Other sources, including Shanghai Daily, said that even if Apple's own stores were comparatively quiet, its carrier partners selling the iPhone 5 had had a busy weekend, where people were signing up to buy the handsets with contracts through China Unicom and China Telecom. Ahead of the launch, China Unicom had had 300,000 preorders for the device, ahead of the 200,000 it had for the iPhone 4S in January.
Even so, the company's stock was downgraded by at least one analyst, as Citi Research cut its recommendation from "buy" to "neutral", suggesting people shouldn't buy or sell the stock. Citi Research also lowered its target for the stock to $575 (£355) from $675, saying there was growing competition in smartphones and lower excitement around the iPhone 5.
The move by Apple seemed calculated to respond to reports on Friday suggesting the lack of queues at its stores meant a lack of interest. But the company had instituted an online lottery for customers after near-riots around the launch in January of the iPhone 4S, meaning people could come into stores at any time to pick up a handset if they were allocated one in the scheme.
China is the world's largest smartphone market, and growing fast, dominated by cheap devices built on Google's Android software. Apple's key problem is seen as the lack of a contract with China Mobile, the country's largest mobile operator, which has more than 700 million customers.

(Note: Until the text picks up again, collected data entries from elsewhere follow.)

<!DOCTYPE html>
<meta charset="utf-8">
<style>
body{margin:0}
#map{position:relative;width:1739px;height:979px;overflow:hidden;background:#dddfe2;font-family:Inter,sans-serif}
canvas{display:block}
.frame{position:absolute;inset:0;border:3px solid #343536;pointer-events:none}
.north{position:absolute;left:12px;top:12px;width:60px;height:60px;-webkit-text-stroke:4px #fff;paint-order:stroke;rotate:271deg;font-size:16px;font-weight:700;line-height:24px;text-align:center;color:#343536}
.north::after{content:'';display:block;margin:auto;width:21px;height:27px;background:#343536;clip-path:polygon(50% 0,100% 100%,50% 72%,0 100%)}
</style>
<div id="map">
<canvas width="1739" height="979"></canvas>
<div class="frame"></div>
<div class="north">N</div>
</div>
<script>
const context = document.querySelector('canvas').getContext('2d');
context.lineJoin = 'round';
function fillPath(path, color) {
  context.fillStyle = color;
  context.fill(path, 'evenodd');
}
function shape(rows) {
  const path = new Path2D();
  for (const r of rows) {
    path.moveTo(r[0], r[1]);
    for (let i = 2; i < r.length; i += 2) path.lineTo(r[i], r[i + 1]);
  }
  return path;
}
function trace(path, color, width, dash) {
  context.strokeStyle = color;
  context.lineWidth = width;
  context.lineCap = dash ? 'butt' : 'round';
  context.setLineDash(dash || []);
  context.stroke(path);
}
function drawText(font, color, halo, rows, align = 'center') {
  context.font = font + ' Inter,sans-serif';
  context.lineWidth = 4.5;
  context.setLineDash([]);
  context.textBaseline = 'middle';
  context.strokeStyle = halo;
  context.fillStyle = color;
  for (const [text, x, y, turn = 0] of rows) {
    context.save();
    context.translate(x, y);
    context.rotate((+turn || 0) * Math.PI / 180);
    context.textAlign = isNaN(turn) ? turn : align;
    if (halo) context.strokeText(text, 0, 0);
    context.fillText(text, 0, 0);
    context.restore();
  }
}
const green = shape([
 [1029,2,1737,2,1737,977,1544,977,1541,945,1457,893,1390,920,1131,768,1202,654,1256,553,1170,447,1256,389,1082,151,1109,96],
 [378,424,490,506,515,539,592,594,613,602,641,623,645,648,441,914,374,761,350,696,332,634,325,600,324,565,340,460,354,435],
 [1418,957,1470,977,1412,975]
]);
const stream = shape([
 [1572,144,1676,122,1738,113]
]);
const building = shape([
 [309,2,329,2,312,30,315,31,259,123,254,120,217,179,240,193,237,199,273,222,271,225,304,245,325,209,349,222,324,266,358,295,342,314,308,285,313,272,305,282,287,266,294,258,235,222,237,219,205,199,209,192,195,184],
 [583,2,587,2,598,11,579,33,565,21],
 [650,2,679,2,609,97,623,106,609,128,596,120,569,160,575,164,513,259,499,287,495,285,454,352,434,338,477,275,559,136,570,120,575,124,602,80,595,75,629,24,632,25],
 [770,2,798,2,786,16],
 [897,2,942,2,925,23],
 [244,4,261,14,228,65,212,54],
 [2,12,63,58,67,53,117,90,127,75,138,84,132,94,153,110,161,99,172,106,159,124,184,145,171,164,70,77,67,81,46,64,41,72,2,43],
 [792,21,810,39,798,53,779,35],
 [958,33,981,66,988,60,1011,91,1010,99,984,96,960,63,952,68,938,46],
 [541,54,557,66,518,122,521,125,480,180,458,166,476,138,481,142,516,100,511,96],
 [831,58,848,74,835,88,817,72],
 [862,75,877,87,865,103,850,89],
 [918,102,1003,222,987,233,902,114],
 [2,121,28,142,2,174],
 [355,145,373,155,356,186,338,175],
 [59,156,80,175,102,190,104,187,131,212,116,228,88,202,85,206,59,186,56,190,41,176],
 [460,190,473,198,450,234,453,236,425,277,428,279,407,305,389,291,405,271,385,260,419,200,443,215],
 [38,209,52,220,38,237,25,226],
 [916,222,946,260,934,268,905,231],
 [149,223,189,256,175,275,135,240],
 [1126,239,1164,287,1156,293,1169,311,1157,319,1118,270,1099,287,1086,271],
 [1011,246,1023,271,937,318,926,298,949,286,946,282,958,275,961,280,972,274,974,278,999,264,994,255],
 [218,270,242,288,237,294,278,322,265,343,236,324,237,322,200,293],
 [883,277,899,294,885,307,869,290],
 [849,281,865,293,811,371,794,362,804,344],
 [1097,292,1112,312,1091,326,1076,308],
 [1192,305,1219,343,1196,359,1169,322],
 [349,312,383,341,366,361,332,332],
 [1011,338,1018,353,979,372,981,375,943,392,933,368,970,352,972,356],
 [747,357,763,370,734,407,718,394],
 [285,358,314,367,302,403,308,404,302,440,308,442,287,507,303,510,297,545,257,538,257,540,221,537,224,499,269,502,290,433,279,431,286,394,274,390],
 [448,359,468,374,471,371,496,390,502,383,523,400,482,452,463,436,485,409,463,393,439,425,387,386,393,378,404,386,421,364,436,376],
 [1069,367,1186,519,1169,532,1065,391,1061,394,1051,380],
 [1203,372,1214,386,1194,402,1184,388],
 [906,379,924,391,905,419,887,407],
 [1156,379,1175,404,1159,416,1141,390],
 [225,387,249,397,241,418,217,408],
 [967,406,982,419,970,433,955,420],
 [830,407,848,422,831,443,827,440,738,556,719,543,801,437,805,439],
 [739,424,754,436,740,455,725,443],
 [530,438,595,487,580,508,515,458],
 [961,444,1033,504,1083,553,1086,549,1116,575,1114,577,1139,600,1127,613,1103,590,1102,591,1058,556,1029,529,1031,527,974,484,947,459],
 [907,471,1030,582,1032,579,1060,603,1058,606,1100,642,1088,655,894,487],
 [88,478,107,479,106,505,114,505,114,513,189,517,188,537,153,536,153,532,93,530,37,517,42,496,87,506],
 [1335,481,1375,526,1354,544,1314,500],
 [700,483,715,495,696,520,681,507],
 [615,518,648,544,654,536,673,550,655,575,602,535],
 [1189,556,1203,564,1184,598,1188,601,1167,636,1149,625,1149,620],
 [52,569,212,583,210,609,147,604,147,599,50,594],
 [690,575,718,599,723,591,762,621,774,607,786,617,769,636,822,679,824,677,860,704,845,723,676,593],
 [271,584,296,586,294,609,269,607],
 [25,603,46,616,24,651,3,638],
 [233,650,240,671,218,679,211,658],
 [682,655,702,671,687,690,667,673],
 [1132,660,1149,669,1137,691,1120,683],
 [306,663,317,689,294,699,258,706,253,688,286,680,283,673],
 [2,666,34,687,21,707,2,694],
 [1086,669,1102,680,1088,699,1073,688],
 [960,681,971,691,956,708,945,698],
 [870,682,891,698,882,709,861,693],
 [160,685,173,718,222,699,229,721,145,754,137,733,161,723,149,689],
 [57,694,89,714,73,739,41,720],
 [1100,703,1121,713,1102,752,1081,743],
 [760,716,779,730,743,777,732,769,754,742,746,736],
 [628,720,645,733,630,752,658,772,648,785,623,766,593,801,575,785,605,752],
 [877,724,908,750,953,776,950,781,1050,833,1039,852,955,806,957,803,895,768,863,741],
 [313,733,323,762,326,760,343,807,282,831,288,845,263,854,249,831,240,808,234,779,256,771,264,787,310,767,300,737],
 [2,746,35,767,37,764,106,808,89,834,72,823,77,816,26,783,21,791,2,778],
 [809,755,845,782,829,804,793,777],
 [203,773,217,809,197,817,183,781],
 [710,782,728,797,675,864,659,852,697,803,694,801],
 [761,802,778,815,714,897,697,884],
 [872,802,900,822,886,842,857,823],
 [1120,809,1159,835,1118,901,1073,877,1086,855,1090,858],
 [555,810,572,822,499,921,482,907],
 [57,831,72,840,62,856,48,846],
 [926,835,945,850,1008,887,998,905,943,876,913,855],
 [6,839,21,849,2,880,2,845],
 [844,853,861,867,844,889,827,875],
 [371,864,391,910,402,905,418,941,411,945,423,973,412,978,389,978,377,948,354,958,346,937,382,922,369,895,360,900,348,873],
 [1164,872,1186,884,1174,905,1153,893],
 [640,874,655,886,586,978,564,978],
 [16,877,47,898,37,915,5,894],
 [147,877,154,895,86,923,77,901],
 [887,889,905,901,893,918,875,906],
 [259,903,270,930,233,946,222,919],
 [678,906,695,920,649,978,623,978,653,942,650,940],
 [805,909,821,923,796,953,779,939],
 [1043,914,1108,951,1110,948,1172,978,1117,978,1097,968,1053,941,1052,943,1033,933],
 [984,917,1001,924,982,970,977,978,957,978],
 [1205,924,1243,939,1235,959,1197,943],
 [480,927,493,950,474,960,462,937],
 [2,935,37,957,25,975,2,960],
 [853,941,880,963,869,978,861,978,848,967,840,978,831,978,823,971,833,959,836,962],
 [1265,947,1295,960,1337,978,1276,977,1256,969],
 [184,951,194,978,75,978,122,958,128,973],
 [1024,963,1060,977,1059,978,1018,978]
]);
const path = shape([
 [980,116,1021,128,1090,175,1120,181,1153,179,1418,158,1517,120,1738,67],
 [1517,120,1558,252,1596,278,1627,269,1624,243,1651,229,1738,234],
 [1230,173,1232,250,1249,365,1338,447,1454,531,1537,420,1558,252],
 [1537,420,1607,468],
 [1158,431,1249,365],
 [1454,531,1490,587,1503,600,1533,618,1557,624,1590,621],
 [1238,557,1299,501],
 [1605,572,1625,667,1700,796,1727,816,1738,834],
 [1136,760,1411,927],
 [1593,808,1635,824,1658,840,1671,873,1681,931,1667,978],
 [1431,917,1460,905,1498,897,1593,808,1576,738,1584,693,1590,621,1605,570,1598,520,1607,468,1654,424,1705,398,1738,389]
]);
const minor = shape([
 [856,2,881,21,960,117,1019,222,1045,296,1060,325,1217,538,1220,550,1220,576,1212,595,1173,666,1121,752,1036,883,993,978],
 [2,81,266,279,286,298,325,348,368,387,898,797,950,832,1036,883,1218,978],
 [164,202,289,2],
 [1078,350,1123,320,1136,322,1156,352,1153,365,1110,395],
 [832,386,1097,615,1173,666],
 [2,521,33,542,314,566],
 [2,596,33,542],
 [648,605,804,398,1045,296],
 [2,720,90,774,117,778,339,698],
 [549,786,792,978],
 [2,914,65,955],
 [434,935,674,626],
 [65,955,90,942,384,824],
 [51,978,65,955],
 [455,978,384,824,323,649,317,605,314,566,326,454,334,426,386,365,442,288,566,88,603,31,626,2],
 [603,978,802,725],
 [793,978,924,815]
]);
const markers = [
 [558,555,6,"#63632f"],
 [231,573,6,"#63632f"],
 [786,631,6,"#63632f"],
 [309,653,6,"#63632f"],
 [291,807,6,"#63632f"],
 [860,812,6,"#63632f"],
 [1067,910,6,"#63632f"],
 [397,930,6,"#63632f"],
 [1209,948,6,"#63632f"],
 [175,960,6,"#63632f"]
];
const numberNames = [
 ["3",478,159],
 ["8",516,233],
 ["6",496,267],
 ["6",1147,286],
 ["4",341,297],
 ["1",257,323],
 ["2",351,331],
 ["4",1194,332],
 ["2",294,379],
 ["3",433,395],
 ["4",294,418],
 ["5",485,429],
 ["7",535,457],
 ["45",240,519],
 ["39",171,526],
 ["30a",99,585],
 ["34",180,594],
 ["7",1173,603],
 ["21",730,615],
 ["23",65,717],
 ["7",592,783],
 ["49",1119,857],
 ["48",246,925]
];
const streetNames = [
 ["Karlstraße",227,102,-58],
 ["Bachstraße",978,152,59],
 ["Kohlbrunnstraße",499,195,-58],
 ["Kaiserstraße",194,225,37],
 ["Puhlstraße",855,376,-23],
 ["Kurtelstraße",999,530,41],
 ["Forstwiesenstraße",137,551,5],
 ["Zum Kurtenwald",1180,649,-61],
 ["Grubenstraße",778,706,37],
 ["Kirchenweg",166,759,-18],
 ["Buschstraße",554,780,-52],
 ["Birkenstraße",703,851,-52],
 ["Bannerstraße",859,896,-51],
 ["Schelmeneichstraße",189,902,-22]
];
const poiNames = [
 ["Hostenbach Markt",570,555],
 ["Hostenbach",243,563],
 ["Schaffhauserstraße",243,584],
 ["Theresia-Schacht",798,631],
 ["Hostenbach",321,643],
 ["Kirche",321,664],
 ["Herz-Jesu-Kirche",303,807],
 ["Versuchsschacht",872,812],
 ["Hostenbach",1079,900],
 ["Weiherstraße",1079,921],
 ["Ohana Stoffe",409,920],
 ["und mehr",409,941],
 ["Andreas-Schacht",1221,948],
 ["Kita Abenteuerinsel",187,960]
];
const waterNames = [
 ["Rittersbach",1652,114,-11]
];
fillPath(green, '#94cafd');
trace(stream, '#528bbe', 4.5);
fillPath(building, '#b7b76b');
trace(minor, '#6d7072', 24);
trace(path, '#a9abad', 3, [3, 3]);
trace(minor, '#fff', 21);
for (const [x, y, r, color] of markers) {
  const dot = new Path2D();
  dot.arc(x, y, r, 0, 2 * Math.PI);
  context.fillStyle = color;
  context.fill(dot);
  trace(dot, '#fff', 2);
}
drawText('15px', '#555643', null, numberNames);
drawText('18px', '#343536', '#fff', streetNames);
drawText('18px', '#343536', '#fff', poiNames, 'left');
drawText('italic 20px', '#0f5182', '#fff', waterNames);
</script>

The iPhone 5 was launched in the US and 30 other countries in September, and will be on sale in more than 100 countries worldwide by the end of December - the company's fastest rollout ever. That makes direct sales comparisons with previous years hard, but also means greater volumes for Apple overall in the increasingly competitive smartphone market, where smartphones using Android have a dominant - and growing - share, and new competitors using Microsoft's Windows Phone software have begun rolling out.